ESG is not new. The coinage is. Any company that depends on natural resources like timber, minerals, water, land and labour is designed to profit from its use. The key is to distinguish between use and exploitation.
A company that uses the highways paid for by taxes from citizens must be in harmony with its neighboring societies to avoid conflict and sentiment of exploitation.
A board that oversees governance must respect the law of the land as it builds the business with the help of the management.
The role of ESG is to bring explicit focus on these softer aspects apart from balance sheet parameters like margin, EBIDTA, PAT, etc.
Fundamental analysis has always intrinsically taken this into account. What we call as environmental concerns can easily be looked as resource depletion risk or the ability to extract value out of the resource in question.
For example, while a company may have many blocks of coal, can it actually mine it and also find customers who will burn it to create energy? What if the customers switch to cleaner fuels?

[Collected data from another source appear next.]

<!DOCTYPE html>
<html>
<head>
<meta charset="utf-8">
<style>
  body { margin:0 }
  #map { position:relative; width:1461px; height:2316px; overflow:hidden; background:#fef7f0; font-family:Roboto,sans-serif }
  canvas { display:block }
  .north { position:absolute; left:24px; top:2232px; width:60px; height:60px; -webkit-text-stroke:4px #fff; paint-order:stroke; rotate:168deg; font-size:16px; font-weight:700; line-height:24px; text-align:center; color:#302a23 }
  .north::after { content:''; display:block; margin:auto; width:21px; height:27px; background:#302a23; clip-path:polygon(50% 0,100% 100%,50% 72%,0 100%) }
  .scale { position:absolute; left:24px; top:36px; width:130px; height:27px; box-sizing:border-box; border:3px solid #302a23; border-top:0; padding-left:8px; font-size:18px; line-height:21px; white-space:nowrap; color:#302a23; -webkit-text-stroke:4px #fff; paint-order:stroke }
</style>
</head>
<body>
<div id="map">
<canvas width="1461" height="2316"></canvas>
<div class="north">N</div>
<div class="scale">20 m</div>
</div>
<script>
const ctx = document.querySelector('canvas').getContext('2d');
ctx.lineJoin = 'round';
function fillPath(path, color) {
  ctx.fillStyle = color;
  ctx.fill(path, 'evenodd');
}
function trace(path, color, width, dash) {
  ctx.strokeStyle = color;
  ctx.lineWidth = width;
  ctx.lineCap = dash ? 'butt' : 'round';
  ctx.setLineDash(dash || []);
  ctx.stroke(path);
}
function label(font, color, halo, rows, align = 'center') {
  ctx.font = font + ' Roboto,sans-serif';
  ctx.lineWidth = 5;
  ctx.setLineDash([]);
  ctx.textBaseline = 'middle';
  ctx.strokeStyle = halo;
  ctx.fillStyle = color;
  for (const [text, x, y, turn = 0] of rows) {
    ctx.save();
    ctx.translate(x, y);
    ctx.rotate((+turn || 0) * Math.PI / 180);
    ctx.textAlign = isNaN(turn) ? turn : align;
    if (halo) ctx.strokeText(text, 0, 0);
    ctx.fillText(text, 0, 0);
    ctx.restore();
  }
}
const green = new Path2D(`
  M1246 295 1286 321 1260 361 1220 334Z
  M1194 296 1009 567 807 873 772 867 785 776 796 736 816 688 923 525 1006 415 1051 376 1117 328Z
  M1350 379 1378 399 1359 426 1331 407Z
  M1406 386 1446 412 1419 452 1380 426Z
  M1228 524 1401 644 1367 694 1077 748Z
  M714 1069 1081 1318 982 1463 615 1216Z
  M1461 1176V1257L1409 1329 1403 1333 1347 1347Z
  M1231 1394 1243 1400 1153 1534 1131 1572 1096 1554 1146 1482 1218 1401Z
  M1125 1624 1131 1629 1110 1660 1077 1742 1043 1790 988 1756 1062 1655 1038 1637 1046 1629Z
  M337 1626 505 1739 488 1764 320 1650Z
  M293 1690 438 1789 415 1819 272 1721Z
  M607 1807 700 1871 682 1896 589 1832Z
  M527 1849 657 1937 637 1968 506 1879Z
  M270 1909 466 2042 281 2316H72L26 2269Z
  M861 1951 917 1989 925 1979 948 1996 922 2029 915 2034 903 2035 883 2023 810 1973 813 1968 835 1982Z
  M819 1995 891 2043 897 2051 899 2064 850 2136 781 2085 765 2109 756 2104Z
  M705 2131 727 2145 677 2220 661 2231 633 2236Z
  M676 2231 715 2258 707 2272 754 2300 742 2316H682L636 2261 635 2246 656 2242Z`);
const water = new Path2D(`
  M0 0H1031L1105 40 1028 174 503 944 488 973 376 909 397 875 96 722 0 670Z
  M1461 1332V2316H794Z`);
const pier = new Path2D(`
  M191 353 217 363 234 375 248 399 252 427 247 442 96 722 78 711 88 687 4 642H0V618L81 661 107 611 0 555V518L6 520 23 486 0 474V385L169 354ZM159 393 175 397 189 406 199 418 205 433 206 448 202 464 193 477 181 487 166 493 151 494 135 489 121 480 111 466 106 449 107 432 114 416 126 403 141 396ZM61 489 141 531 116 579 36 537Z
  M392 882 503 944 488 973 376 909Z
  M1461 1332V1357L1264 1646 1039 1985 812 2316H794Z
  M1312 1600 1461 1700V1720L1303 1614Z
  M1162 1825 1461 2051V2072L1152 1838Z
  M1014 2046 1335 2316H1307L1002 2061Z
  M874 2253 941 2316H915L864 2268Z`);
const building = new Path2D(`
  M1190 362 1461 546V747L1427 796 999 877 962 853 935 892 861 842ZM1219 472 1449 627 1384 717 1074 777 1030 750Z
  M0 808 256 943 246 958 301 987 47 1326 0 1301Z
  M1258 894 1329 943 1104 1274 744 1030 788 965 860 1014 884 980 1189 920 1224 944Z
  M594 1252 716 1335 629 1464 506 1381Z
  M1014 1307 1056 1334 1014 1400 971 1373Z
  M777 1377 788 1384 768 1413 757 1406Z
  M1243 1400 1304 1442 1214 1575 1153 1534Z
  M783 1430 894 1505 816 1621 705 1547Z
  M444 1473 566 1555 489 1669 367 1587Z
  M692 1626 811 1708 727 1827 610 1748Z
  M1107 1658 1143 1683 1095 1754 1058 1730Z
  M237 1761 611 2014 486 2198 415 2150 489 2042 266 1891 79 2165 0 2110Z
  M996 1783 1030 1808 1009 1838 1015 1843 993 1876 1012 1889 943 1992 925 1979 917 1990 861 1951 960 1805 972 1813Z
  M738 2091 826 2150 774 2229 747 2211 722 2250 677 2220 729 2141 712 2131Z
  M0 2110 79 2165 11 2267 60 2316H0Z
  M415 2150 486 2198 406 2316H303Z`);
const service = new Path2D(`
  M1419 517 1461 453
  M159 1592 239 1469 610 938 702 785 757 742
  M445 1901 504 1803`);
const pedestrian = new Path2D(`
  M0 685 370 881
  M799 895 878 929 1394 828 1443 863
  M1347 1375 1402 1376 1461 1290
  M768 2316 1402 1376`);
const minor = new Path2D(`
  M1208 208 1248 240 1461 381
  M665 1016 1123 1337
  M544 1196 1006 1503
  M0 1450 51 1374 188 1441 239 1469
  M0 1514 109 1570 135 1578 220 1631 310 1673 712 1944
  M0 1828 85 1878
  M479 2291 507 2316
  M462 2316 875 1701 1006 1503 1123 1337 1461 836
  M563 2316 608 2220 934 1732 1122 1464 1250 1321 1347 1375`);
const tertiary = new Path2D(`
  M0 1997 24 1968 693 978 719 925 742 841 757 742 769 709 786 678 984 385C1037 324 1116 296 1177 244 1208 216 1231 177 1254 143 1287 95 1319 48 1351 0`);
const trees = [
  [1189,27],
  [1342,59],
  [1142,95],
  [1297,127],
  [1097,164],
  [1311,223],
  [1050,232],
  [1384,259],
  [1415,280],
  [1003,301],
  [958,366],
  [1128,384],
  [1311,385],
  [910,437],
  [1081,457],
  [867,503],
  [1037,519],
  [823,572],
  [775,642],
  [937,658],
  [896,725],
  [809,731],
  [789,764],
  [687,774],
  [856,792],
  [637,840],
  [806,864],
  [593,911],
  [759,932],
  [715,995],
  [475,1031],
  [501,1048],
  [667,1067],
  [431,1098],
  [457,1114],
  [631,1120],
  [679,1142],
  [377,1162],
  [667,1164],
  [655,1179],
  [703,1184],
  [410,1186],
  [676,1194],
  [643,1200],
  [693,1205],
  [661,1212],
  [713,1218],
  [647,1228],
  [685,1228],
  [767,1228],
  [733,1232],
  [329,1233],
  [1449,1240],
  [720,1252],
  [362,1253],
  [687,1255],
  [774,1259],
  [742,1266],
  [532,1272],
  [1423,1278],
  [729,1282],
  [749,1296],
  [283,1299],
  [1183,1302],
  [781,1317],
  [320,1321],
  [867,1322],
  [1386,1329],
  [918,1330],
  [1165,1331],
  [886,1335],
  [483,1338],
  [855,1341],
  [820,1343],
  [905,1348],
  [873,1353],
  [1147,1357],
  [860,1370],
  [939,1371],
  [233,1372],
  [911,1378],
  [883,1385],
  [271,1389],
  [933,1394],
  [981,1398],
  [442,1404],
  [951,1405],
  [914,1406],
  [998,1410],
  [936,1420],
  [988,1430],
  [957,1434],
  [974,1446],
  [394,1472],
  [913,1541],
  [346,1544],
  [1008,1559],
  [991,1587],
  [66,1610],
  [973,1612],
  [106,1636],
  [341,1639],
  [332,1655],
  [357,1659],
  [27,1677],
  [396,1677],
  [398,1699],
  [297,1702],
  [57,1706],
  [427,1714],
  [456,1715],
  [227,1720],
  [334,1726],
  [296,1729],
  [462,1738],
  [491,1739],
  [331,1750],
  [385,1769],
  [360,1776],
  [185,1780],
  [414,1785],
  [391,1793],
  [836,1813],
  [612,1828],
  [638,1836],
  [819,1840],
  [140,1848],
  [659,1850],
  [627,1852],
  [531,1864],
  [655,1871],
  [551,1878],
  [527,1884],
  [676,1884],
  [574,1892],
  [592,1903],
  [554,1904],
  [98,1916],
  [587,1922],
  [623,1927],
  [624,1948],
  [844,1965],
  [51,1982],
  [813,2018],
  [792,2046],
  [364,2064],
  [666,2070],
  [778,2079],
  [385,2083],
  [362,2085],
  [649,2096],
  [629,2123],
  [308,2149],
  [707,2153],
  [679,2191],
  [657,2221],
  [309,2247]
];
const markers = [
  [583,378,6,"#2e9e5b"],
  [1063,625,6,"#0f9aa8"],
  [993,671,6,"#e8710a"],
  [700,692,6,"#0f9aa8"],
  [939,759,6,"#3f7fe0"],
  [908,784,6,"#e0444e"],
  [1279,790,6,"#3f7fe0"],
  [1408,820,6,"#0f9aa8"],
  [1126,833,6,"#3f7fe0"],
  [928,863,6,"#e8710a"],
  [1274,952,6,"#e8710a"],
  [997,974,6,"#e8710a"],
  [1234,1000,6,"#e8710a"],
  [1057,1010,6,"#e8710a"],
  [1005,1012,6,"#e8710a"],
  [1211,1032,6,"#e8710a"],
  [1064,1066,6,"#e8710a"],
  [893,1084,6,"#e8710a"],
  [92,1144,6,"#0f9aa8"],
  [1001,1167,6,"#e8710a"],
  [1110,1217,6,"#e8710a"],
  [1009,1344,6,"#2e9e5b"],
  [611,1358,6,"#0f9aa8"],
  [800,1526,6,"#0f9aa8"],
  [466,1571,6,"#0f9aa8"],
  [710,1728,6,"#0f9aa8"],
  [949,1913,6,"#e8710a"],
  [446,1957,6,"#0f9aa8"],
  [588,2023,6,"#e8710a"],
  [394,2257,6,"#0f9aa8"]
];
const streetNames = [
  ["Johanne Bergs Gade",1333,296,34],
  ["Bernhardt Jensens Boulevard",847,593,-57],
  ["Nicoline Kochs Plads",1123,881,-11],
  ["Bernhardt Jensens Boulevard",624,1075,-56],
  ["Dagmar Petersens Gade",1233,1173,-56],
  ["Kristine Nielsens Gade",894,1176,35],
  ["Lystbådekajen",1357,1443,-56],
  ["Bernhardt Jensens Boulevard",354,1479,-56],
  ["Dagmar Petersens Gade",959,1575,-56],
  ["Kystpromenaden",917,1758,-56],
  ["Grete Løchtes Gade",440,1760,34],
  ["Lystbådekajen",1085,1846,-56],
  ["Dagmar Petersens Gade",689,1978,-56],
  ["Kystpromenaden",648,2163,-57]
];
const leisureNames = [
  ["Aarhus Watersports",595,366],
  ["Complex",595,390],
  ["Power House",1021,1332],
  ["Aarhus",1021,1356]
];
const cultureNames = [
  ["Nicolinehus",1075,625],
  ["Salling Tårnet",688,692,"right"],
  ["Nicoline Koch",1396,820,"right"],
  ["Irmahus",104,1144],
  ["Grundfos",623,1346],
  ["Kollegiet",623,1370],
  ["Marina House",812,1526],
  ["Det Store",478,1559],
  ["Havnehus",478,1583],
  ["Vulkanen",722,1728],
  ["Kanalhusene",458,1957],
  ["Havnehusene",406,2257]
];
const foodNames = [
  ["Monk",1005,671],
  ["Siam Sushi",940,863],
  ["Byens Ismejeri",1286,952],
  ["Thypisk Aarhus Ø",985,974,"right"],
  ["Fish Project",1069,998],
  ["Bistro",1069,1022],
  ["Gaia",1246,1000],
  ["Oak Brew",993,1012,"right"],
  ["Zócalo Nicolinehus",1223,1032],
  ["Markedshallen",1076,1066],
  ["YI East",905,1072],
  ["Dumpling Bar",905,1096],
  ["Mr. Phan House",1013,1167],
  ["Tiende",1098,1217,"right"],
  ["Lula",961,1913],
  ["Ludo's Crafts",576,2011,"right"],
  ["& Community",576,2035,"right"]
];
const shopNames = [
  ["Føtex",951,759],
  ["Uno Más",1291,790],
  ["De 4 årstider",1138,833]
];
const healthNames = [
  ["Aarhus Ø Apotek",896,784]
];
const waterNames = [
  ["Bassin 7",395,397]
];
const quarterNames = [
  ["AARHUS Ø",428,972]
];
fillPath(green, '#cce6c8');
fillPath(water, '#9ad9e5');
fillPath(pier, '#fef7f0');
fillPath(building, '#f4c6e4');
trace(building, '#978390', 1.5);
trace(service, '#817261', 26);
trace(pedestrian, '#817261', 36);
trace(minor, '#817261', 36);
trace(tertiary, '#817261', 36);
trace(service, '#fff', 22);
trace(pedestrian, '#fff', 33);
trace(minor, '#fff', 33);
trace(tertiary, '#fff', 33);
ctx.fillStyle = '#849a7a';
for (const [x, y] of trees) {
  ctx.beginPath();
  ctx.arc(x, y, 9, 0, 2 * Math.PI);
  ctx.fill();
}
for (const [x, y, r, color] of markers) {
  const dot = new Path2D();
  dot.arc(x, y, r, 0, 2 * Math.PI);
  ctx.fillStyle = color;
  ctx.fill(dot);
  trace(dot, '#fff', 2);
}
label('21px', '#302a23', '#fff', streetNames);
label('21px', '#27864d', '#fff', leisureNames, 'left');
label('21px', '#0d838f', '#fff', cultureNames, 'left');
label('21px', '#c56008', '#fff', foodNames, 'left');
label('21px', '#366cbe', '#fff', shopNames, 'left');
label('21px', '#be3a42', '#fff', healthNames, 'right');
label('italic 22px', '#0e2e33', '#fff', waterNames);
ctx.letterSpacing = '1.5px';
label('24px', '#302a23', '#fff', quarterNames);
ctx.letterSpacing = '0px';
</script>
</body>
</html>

Isn’t it the responsibility of the coal mining company to research cleaner ways to consume coal? Or for example, if it is a textile manufacturing company, it must ensure the safety of its labour.
If they are not paying minimum wage, employing child labour or underpaying women employees, they can be exposed to labour strikes or legal action. This will impact their ability to meet their order book apart from the irreparable reputational damage.
Things like this are always very hard to monitor manually except using forensic inspection at sites but can artificial intelligence (AI) help? Can we use alternative data to find adjacent indicators as a positive screen if not as a negative screen?
Let’s take the example of environmental concerns. How can we estimate with AI if a company is doing a good job? What are the source of alternate data? One of the factors could be to map resource consumption to their CSR (corporate social responsibility) activities.
We use NLP-based AI techniques to map their expenses from the bills of items of their CSR programmes. Apart from this, it is possible to evaluate the quality of their supply chain using AI as the suppliers are equally part of the brand.
Mining data from supplier legal entities can also expose their supply chain vulnerabilities. Similarly, we can map their CSR activities to the locations of their actual operations.
Does it really help if they support schools next to the address of their management whereas their factories are located far away? Is it in line with their business activities?
For example, if they are a mining company, are they helping residents displaced by mining to gain new ways of employment by reskilling them next to the location?
From a governance point of view, things are a little easier to monitor as data is easier to collect. We deploy AI to observe board compositions, compensation of management as a percentage of profits, capital expenditures in discretionary products like office decorations, cars, travel to name a few.
We can also observe the quality of their disclosures by extracting the text and applying basic NLP techniques on essay evaluation. How much effort are they putting to explain to their minority shareholders? Apart from this, we can learn a lot from their voting results.
Are they bringing in resolutions where only the dominant shareholder is voting in favour and most of the other shareholders are not voting in line with management expectations? This is always a red flag.
As of now, it is quite difficult for individual investors to observe this or monitor this but we look for small companies that are demonstrating a high level of corporate governance standards.